There are about 4 attack cases, in order of likelihood:

1) An attacker steals your suspended laptop. He has access to all your
suspended data. This patch gets us exactly nothing.

2) An attacker breaks into your machine remotely while you're using
it. He has access to all your RAM, which if you're actually using it,
very likely including the same IPSEC, dm_crypt, and ssh-agent keys as
are saved on suspend. Further, he can trivially capture your
keystrokes and thus capture any keys you use from that point forward.
This patch gets us very close to nothing.

3) An attacker steals your unsuspended laptop. He has access to all
your RAM, which in all likelihood includes your IPSEC, dm_crypt, and
ssh-agent keys. Odds are good that he invokes swsusp by closing the
laptop. This patch gets us very close to nothing.

4) You suspend your laptop between typing your GPG key password and
hitting enter, thus leaving your password in memory when it would
otherwise be cleared. Then you resume your laptop and hit enter, thus
clearing the password from RAM but leaving it on the suspend
partition. Then an attacker steals your machine (without re-suspending
it!) and manages to recover the swsusp image which contains the
password. But with this patch, he's foiled because the password is
encrypted and the key's been erased! He's got all your other data
though, including all the aforementioned long-lived keys.

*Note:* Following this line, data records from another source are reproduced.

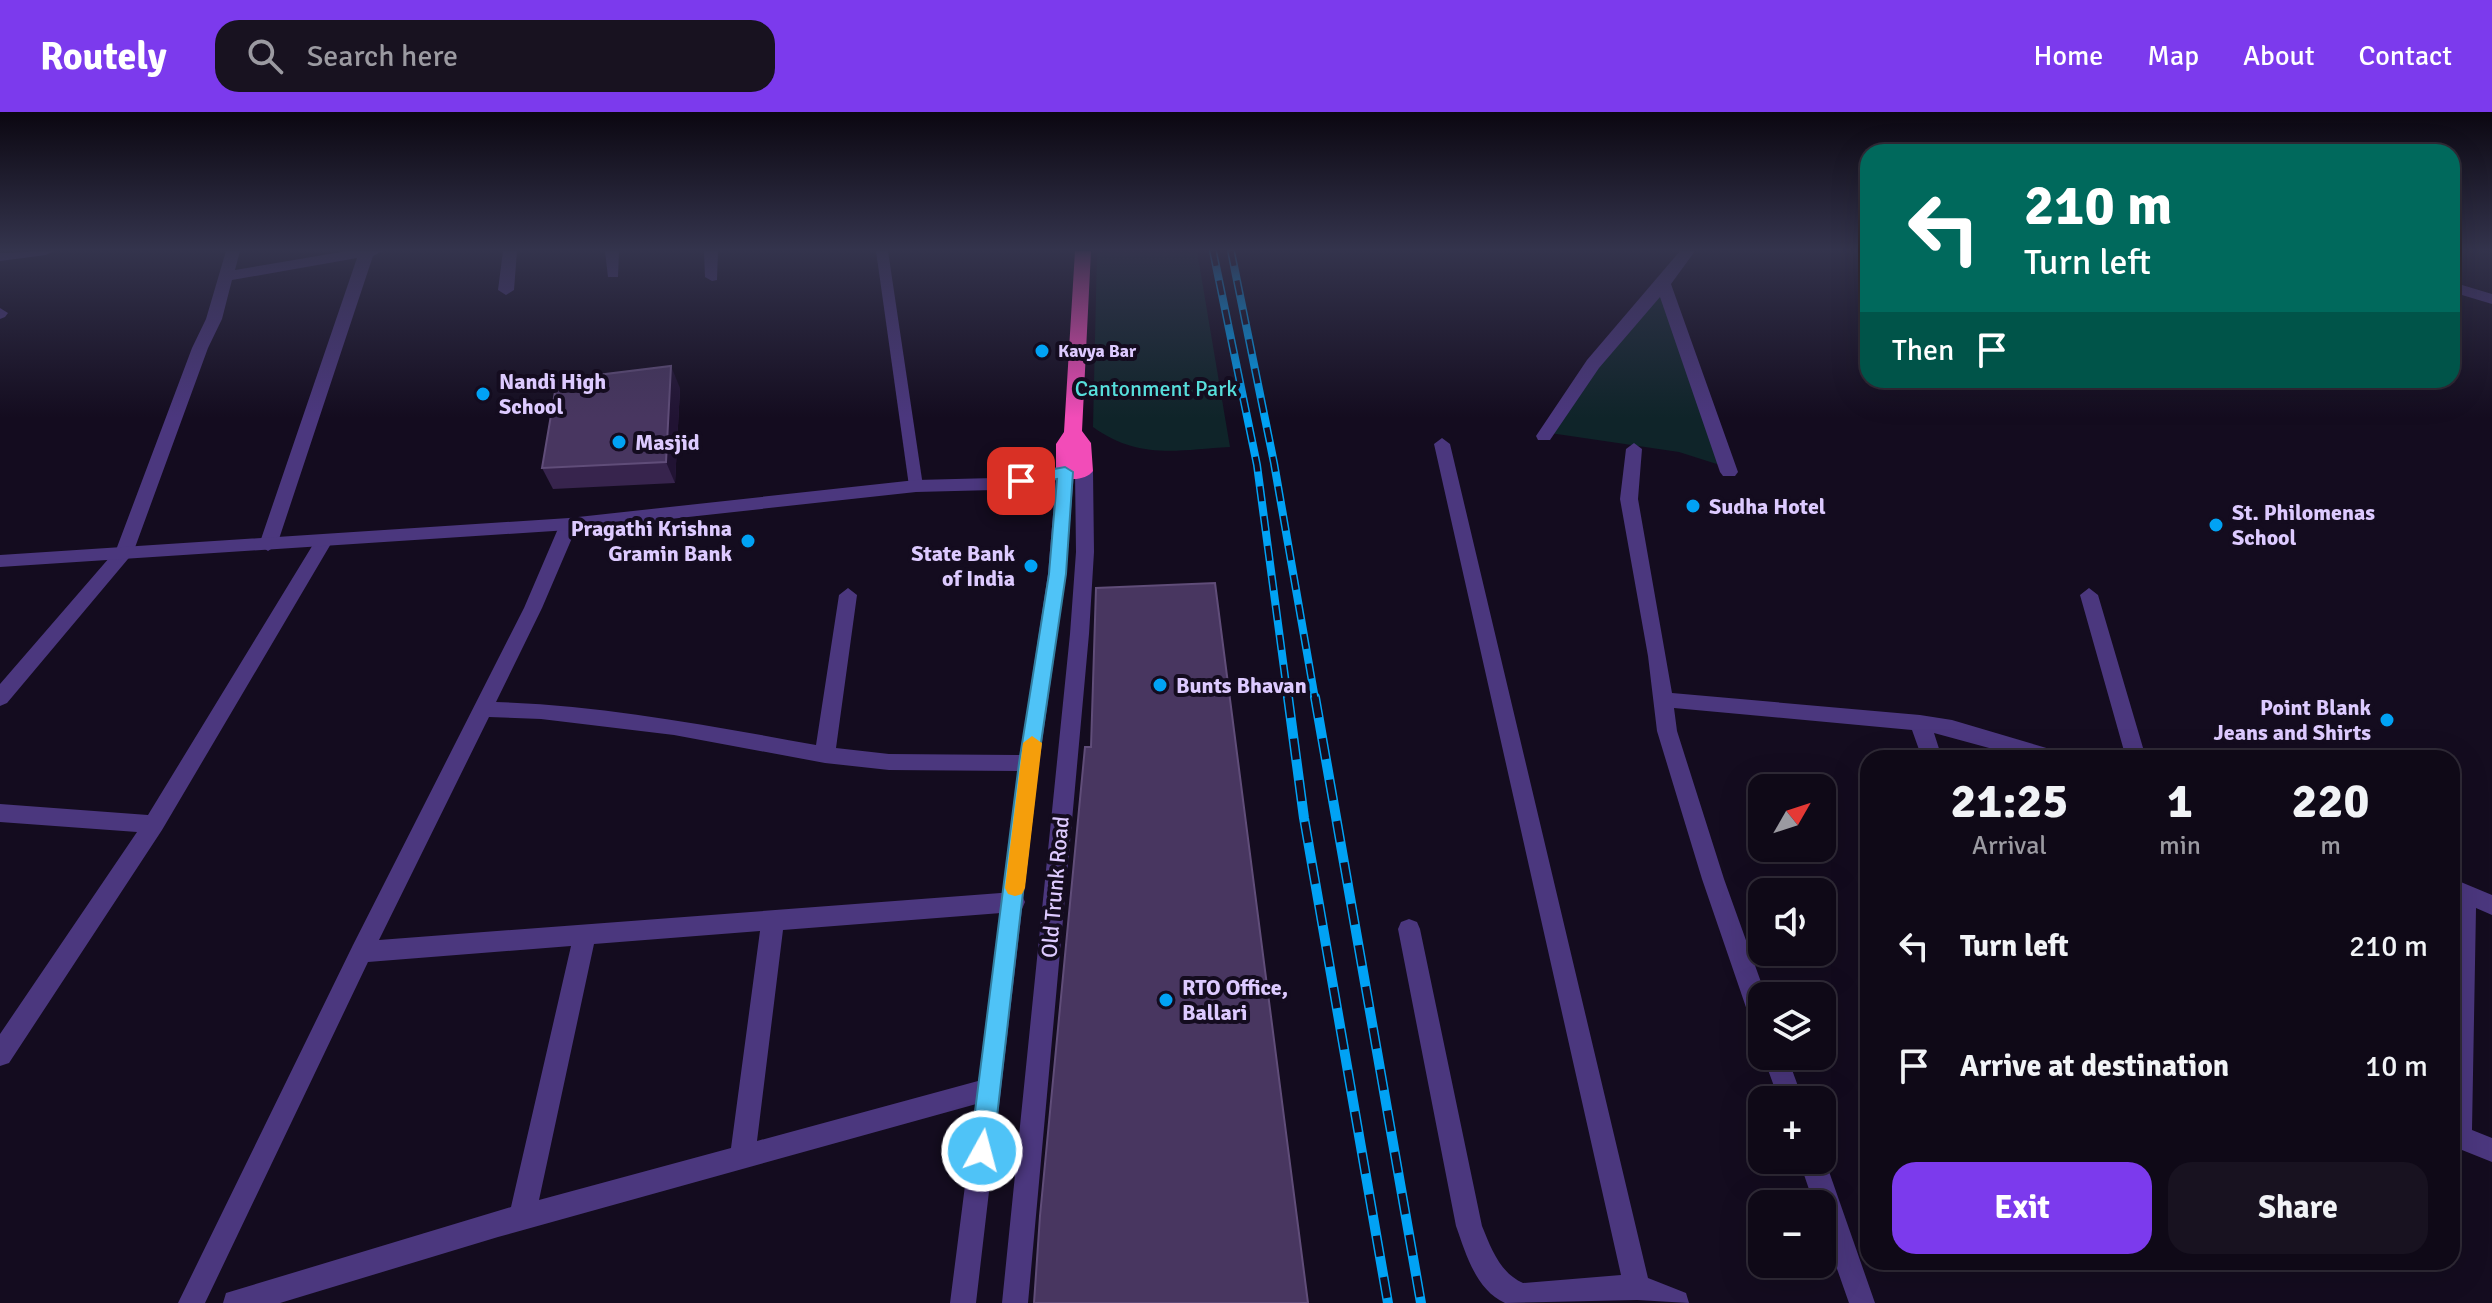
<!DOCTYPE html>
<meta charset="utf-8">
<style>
:root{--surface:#0f0917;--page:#181220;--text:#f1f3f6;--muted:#9b9aa1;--line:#2f2a36;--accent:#7c3aed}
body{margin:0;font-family:Signika,sans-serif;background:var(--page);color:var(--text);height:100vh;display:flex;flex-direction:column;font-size:30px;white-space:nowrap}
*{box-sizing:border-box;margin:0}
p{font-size:26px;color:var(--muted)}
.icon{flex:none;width:44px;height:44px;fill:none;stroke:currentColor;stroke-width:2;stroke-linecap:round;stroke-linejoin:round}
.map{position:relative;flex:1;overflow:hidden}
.panel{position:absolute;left:1860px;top:638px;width:600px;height:520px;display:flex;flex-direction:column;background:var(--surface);border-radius:24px;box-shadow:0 8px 32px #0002,0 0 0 2px var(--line)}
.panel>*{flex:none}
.top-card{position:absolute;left:1860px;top:32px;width:600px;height:244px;border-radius:24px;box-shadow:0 8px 32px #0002,0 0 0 2px var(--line);background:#00695c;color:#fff;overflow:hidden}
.needle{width:52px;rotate:51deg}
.fabs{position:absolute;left:1748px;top:662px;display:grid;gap:16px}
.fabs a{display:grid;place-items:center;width:88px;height:88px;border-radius:16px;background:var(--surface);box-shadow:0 8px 32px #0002,0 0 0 2px var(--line);font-size:40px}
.pin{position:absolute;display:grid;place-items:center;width:68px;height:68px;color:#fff;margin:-34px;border-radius:16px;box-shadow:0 4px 12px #0006}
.me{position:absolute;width:88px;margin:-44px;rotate:7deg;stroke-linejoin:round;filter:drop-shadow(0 0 6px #0008)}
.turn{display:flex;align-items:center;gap:28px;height:168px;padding:0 32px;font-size:36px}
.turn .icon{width:104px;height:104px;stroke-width:2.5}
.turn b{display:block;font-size:56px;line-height:68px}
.then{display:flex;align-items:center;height:76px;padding:0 32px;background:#0003;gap:16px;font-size:30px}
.eta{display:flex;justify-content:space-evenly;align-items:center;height:136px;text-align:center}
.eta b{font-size:48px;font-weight:700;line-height:56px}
.cta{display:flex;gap:16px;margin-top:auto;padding:16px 32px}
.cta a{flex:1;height:92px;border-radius:24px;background:var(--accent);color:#fff;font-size:32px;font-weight:700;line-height:92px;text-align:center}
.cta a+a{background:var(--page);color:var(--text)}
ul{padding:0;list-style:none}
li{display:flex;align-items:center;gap:24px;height:120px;padding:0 32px}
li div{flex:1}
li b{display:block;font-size:30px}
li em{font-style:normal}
header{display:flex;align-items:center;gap:48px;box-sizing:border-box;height:112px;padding:0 40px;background:var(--accent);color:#fff}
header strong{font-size:38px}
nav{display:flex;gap:44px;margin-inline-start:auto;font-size:28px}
.search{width:560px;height:72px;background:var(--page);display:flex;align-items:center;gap:20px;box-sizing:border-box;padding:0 28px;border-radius:24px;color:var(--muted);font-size:30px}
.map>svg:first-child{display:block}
</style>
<header>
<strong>Routely</strong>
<div class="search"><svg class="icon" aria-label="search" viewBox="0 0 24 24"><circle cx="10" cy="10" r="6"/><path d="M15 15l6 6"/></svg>Search here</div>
<nav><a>Home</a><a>Map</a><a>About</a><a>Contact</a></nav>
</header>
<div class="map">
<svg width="2492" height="1191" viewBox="0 0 2492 1191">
<rect width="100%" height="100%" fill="#140c1f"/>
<path fill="#0f2429" d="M1097 139H1197L1230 335C1177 338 1139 348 1093 315Z
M1660 182 1723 354 1679 340 1550 321 1597 253Z"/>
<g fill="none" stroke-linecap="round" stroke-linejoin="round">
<path fill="#4b377e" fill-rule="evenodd" d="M876 139H888L923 374 916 379 909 374Z"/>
<path fill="#4b377e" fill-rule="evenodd" d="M53 139 46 143 0 149V141Z
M226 139H240L235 158 347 139H382L373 144 277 433 268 439 259 433 357 146 232 168 222 207 208 236 133 441 7 591 0 594V572L116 438 192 236 206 207Z
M503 139H517L514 178 506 183 498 178Z
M605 139H619L618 165H608Z
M704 139H718L717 168 712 169 705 165Z
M1680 139H1695L1671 172 1738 360 1735 364H1723L1720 360 1660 185 1599 256 1550 328H1538L1536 324 1587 248Z
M2452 170 2492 182V192L2452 180Z
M0 196 8 201 5 205 0 207Z
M1442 326 1450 332 1648 1166 1686 1181 1689 1191 1637 1188 1505 1191C1476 1178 1466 1142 1456 1114L1398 817 1401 810 1409 807 1417 810 1420 817 1482 1114C1491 1136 1500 1161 1523 1171L1621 1163 1434 332Z
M1634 331 1642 337 1638 387 1672 581 1920 603 1952 608 2060 640 2063 646H2026L1934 621 1942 646H1922L1912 618 1674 596 1677 619 1724 767 1766 884H1762V918L1754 915 1750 907 1702 767 1657 619 1648 544 1620 387 1626 337Z
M569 406 578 412 542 496 496 590C604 593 710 614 816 633L839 483 848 476 857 483 836 636 889 642 1029 643 1036 645 1039 651 1036 657 1029 659 889 658 825 651 674 623 541 607 489 605 379 828 1014 780 1022 783 1025 790 1022 797 1014 800 783 818 757 1029 989 966 998 970 1001 978 998 986 498 1125 280 1191H223L226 1181 236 1178 511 1095 571 834 368 850 205 1191H178L353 833 524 496 560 412ZM760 819 731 1036 539 1088 594 832Z
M323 424 332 430 162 718 9 951 0 954V922L137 720 0 710V692L148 703 317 426Z
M2089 476 2098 483 2146 646H2126L2080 483Z
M2456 768 2492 783V803L2476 796 2472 1018 2492 1026V1050L2452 1034V770Z
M1763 944H1787L1803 988H1779Z
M1822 1042 1825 1048 1875 1191H1849L1822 1114V1092H1814L1799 1048H1822Z"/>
<path fill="#4b377e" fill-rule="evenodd" d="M1084 353 1093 359 1094 440 1089 522 1028 1191H1002L1070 522 1076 440 1075 359Z
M1065 354 1074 360 1066 462 1039 651 976 1191H950L1019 651 1048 462 1056 367 994 378 916 380 569 418 0 455V443L569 406 916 368 994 366Z"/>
<path fill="#f24cb8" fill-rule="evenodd" d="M1075 139H1091L1082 319 1091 331 1093 359C1086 369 1063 370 1056 360V332L1064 320Z"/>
<g stroke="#01a2f4" stroke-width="8">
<path id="rail-far1" d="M1213 139 1257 353 1288 587
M1231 139 1274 351 1315 587"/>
</g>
<g stroke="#01a2f4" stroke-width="10">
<path id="rail" d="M1288 585 1304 706 1388 1191
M1315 585 1421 1191"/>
</g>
<use href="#rail-far1" stroke="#140c1f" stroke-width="5" stroke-dasharray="15" stroke-linecap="butt"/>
<use href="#rail" stroke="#140c1f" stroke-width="7" stroke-dasharray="21" stroke-linecap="butt"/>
</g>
<path fill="#37244d" d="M680 276 675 371 553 377 542 356Z"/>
<path fill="#211333" d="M671 254 680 276 675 371 666 350Z"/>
<path fill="#483660" stroke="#604d79" stroke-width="2" d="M671 254 666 350 542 356 557 268Z
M1215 471 1308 1191H1034L1040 1104 1085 635H1091L1096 476Z"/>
<linearGradient id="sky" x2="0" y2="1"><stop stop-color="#0b0711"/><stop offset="0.45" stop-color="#34344d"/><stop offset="1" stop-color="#34344d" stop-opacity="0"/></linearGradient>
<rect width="2492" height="306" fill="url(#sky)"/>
<path fill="#4fc3f7" stroke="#337fa1" stroke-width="2" d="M1065 355 1073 360 1066 462 1038 651 993 1039 990 1047 982 1050 974 1047 970 1039 1019 651 1049 462 1057 367 1021 374 1013 369 1021 363Z"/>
<path fill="#f59e0b" d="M1032 624 1042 631 1025 776 1022 782 1015 784 1008 782 1005 776 1023 631Z"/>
<g fill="#01a2f4" stroke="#140c1f" stroke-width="3">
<circle cx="1042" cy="239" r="8"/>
<circle cx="483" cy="282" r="8"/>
<circle cx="619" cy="330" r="8"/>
<circle cx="1693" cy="394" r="8"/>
<circle cx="2216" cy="413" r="8"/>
<circle cx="748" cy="429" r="8"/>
<circle cx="1031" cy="454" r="8"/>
<circle cx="1160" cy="573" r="8"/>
<circle cx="2387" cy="608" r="8"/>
<circle cx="1166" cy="888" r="8"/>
</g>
<g text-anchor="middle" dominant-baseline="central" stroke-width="8" stroke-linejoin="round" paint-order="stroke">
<g font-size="18" font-weight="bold" fill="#ddcaff" stroke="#140c1f" text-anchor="start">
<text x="1058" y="239">Kavya Bar</text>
</g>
<g font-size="22" font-weight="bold" fill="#ddcaff" stroke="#140c1f" text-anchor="start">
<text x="499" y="269">Nandi High<tspan x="499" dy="25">School</tspan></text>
<text x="635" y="330">Masjid</text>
<text x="1709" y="394">Sudha Hotel</text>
<text x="2232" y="400">St. Philomenas<tspan x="2232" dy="25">School</tspan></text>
<text x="732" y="416" text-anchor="end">Pragathi Krishna<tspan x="732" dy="25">Gramin Bank</tspan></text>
<text x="1015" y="441" text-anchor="end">State Bank<tspan x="1015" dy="25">of India</tspan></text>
<text x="1176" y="573">Bunts Bhavan</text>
<text x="2371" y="595" text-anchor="end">Point Blank<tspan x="2371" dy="25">Jeans and Shirts</tspan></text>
<text x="1182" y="875">RTO Office,<tspan x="1182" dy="25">Ballari</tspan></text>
</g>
<g font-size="22" fill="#57dedc" stroke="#140c1f">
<text x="1156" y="276">Cantonment Park</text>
</g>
<g font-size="22" fill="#ddcaff" stroke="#140c1f">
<text transform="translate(1055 775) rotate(-85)">Old Trunk Road</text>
</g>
</g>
</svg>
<div class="fabs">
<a><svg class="needle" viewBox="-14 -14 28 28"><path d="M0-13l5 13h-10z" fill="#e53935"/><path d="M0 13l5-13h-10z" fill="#9b9aa1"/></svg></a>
<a><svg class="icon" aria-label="sound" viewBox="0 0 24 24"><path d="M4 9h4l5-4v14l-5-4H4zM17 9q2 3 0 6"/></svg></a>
<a><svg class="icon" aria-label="layers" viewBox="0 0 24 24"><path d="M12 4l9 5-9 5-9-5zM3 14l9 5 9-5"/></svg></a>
<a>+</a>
<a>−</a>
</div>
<div class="pin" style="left:1021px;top:369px;background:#d93025"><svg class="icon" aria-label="arrive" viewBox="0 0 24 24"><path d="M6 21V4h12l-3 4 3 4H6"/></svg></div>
<svg class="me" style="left:982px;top:1039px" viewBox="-20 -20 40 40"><circle r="17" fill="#4fc3f7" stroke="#fff" stroke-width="3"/><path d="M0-11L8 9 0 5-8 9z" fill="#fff"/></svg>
<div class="top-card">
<div class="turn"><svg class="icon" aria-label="left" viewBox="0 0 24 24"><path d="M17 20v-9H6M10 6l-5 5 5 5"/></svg><div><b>210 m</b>Turn left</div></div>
<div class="then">Then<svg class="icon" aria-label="arrive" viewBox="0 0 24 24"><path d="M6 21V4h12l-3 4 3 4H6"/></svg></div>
</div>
<section class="panel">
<div class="eta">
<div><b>21:25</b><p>Arrival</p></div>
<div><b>1</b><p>min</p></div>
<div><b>220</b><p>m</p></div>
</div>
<ul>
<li><svg class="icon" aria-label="left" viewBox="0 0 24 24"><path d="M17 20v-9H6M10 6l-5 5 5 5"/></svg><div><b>Turn left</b></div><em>210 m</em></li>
<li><svg class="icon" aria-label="arrive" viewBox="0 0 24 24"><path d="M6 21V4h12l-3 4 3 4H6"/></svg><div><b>Arrive at destination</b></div><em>10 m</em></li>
</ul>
<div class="cta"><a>Exit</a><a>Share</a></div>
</section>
</div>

The right fix for case 1 is dm_crypt with a password prompt. The right
fix for 2 is beyond the scope of this email, but probably begins with
the letters s and e. The fix for 1 goes a long way towards fixing 3 as
well, provided the attacker suspends your machine. And I claim that
anyone who is paranoid enough to actually care about corner cases like
4 should damn well care about case 1 too, and should be more than
willing to type a password on resume, otherwise they're just fooling
themselves.

Together with the fact that this reimplements dm_crypt functionality
with an unreviewed and cryptographically naive replacement, I don't
think this patch makes any sense at all.

-- 
Mathematics is the supreme nostalgia of our time.